Given records >>
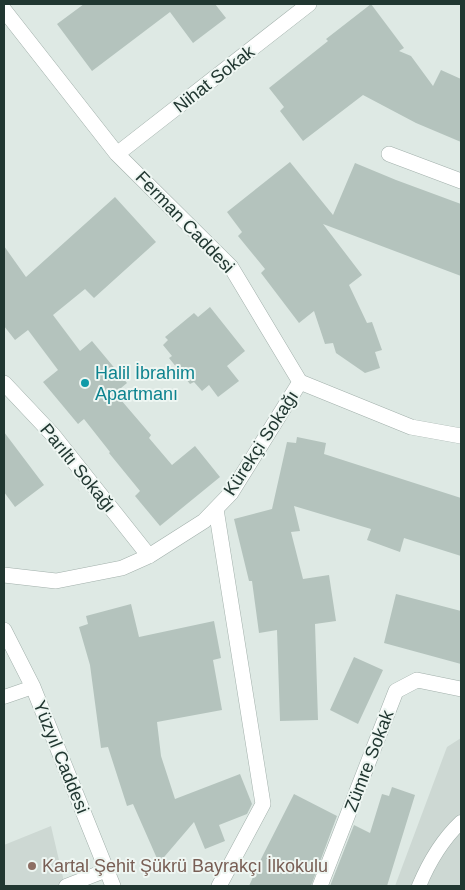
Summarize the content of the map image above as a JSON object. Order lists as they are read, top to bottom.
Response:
{
  "streets": {
    "street": [
      "Nihat Sokak",
      "Ferman Caddesi",
      "Kürekçi Sokağı",
      "Parıltı Sokağı",
      "Yüzyıl Caddesi",
      "Zümre Sokak"
    ]
  },
  "crossings": [
    ["Nihat Sokak", "Ferman Caddesi"],
    ["Ferman Caddesi", "Kürekçi Sokağı"],
    ["Kürekçi Sokağı", "Parıltı Sokağı"]
  ],
  "places": ["Halil İbrahim Apartmanı", "Kartal Şehit Şükrü Bayrakçı İlkokulu"]
}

Instructions for the task >>
Please set down every record above exactly as it appears, leaving out the pictures.

Answer to this exercise >>
Summarize the content of the map image above as a JSON object. Order lists as they are read, top to bottom.
Response:
{
  "streets": {
    "street": [
      "Nihat Sokak",
      "Ferman Caddesi",
      "Kürekçi Sokağı",
      "Parıltı Sokağı",
      "Yüzyıl Caddesi",
      "Zümre Sokak"
    ]
  },
  "crossings": [
    ["Nihat Sokak", "Ferman Caddesi"],
    ["Ferman Caddesi", "Kürekçi Sokağı"],
    ["Kürekçi Sokağı", "Parıltı Sokağı"]
  ],
  "places": ["Halil İbrahim Apartmanı", "Kartal Şehit Şükrü Bayrakçı İlkokulu"]
}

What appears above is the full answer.